* [What the task requires] Your task is to print, exactly and only, the lines from the start of the entries below through the line with "I need the bounding". Include both ends, but skip the pictures.

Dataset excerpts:
┄┄┄┄┄┄
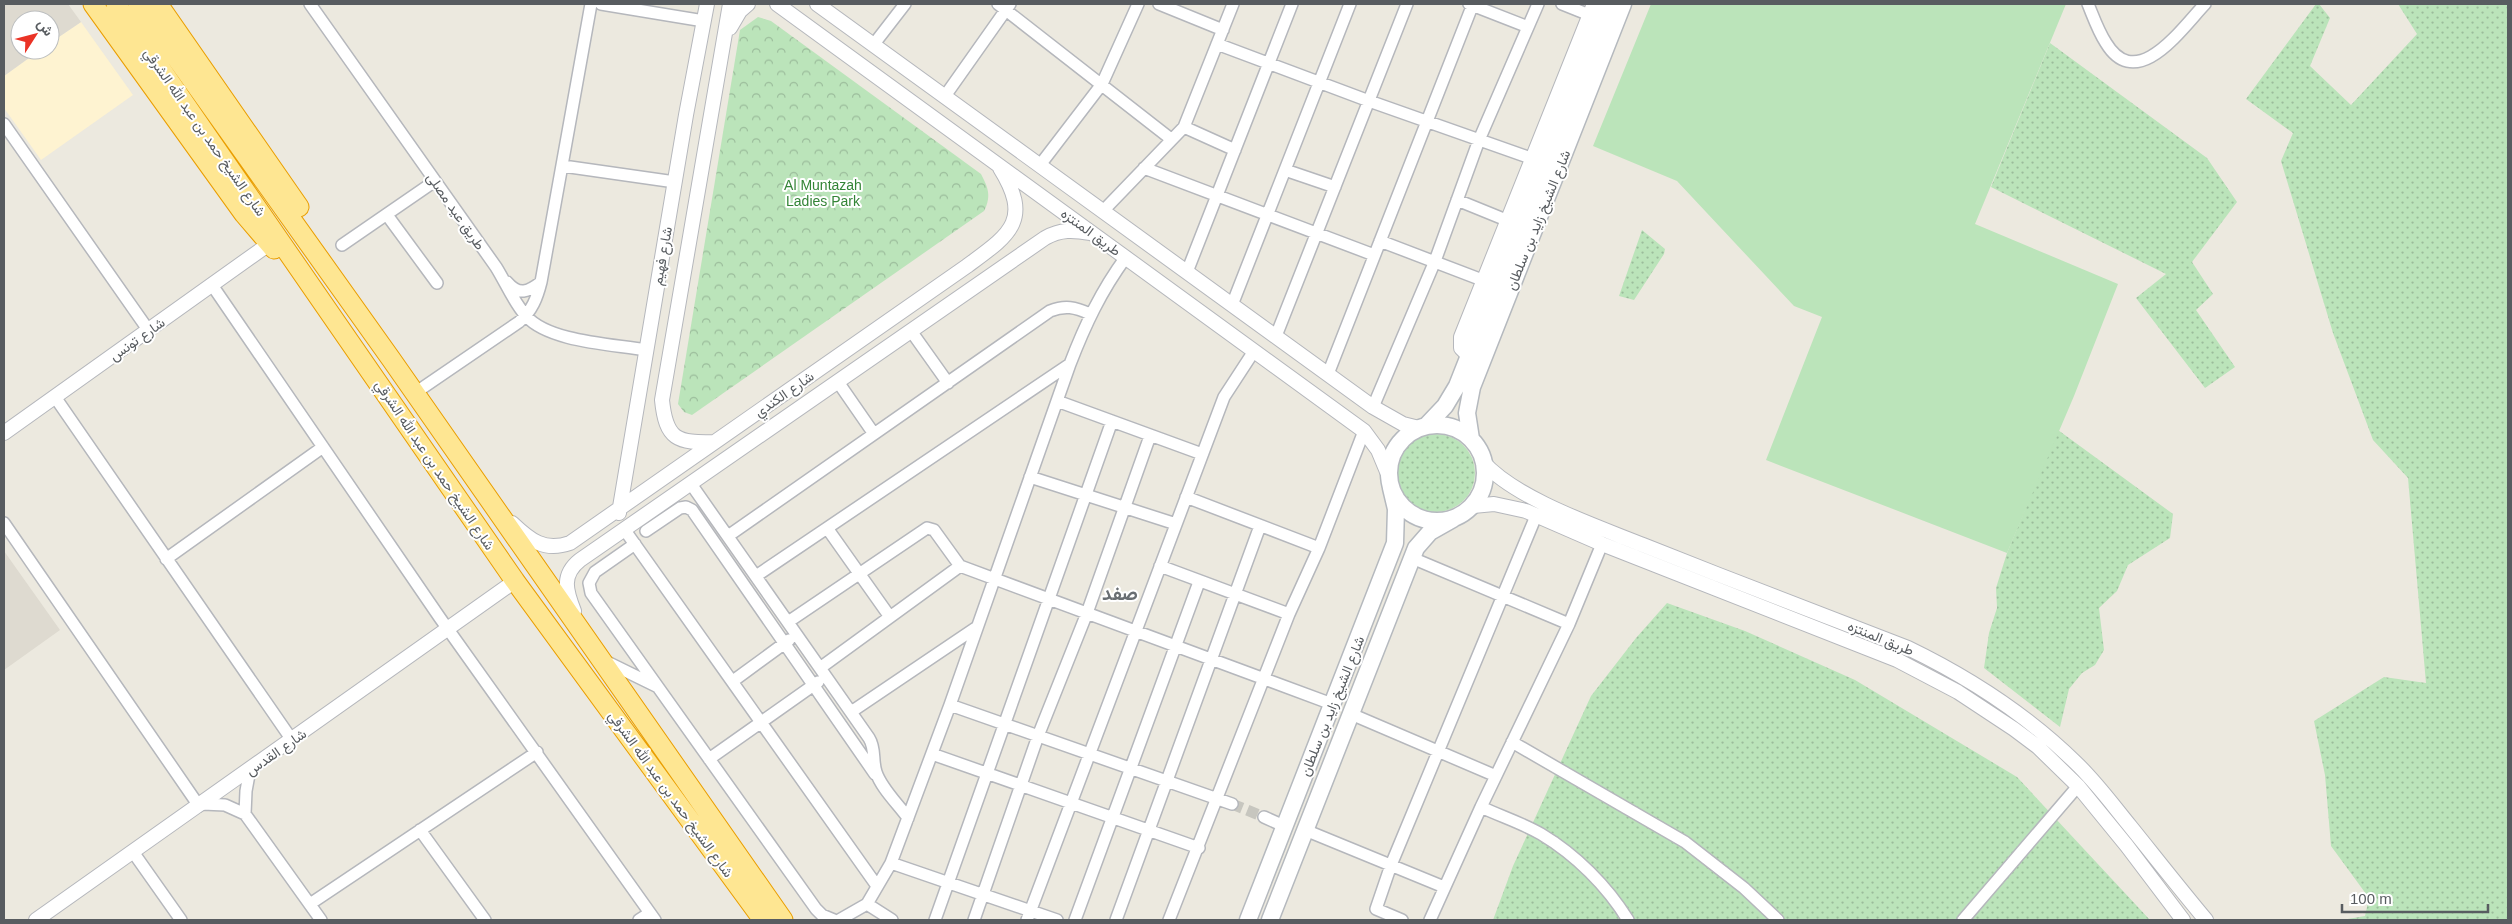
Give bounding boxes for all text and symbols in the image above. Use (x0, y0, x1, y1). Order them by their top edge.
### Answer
north arrow (10, 10, 60, 60)
text: ش (33, 16, 57, 40)
street label: شارع الشيخ حمد بن عبد الله الشرقي (137, 45, 269, 221)
street label: شارع الشيخ زايد بن سلطان (1503, 148, 1576, 293)
street label: طريق عيد مصلى (423, 169, 488, 253)
park label: Al Muntazah Ladies Park (784, 177, 862, 209)
street label: طريق المنتزه (1057, 205, 1124, 260)
street label: شارع فهيم (649, 225, 678, 287)
street label: شارع تونس (106, 314, 169, 366)
street label: شارع الكندي (751, 368, 819, 423)
street label: شارع الشيخ حمد بن عبد الله الشرقي (369, 377, 498, 555)
district label: صفد (1102, 583, 1138, 604)
street label: طريق المنتزه (1845, 618, 1916, 659)
street label: شارع الشيخ زايد بن سلطان (1297, 634, 1370, 779)
street label: شارع الشيخ حمد بن عبد الله الشرقي (602, 708, 737, 883)
street label: شارع القدس (243, 725, 311, 781)
scale bar (2342, 882, 2488, 914)
text: 100 m (2350, 890, 2392, 907)

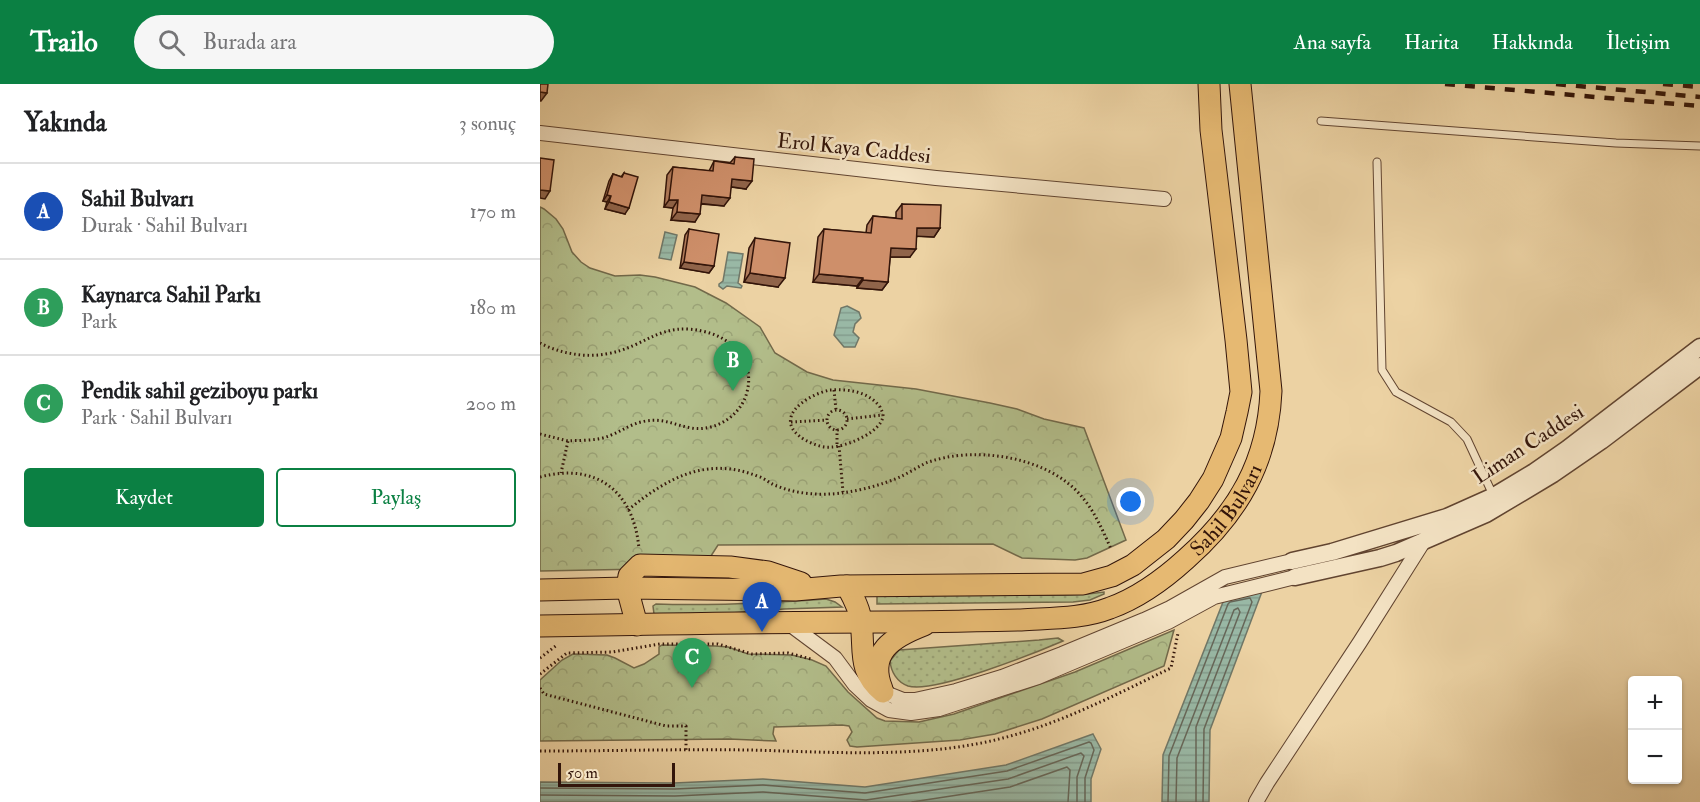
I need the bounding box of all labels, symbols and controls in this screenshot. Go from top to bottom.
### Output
search box [134,15,554,69]
text: Trailo [30,25,98,60]
icon: search [155,26,188,59]
text: Burada ara [203,28,297,56]
text: Ana sayfa [1294,29,1371,56]
text: Harita [1404,29,1459,56]
text: Hakkında [1492,29,1573,56]
text: İletişim [1606,29,1670,56]
text: Yakında [24,107,106,139]
text: 3 sonuç [459,111,516,136]
street label: Erol Kaya Caddesi [776,127,932,170]
text: Sahil Bulvarı [81,185,194,213]
text: A [37,199,50,224]
text: 170 m [470,199,516,224]
text: Durak · Sahil Bulvarı [81,213,248,238]
text: Kaynarca Sahil Parkı [81,281,261,309]
text: B [37,295,50,320]
text: 180 m [469,295,516,320]
text: Park [81,309,117,334]
pin: B [714,342,752,391]
text: Pendik sahil geziboyu parkı [81,377,318,405]
text: C [36,391,51,416]
text: 200 m [466,391,516,416]
street label: Liman Caddesi [1468,398,1589,490]
text: Park · Sahil Bulvarı [81,405,232,430]
street label: Sahil Bulvarı [1184,460,1269,562]
button: Kaydet [24,468,264,527]
button: Paylaş [276,468,516,527]
your location [1116,487,1145,516]
pin: A [742,582,782,632]
pin: C [672,638,712,688]
map controls [1628,676,1682,784]
button: + [1628,676,1682,730]
button: − [1628,730,1682,784]
scale bar [558,760,675,788]
text: 50 m [567,763,598,783]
┄┄┄┄┄┄
* [Exercise solution]
Give bounding boxes for all text and symbols in the image above. Use (x0, y0, x1, y1). Order them by their top edge.
### Answer
north arrow (10, 10, 60, 60)
text: ش (33, 16, 57, 40)
street label: شارع الشيخ حمد بن عبد الله الشرقي (137, 45, 269, 221)
street label: شارع الشيخ زايد بن سلطان (1503, 148, 1576, 293)
street label: طريق عيد مصلى (423, 169, 488, 253)
park label: Al Muntazah Ladies Park (784, 177, 862, 209)
street label: طريق المنتزه (1057, 205, 1124, 260)
street label: شارع فهيم (649, 225, 678, 287)
street label: شارع تونس (106, 314, 169, 366)
street label: شارع الكندي (751, 368, 819, 423)
street label: شارع الشيخ حمد بن عبد الله الشرقي (369, 377, 498, 555)
district label: صفد (1102, 583, 1138, 604)
street label: طريق المنتزه (1845, 618, 1916, 659)
street label: شارع الشيخ زايد بن سلطان (1297, 634, 1370, 779)
street label: شارع الشيخ حمد بن عبد الله الشرقي (602, 708, 737, 883)
street label: شارع القدس (243, 725, 311, 781)
scale bar (2342, 882, 2488, 914)
text: 100 m (2350, 890, 2392, 907)

I need the bounding box of all labels, symbols and controls in this screenshot. Go from top to bottom.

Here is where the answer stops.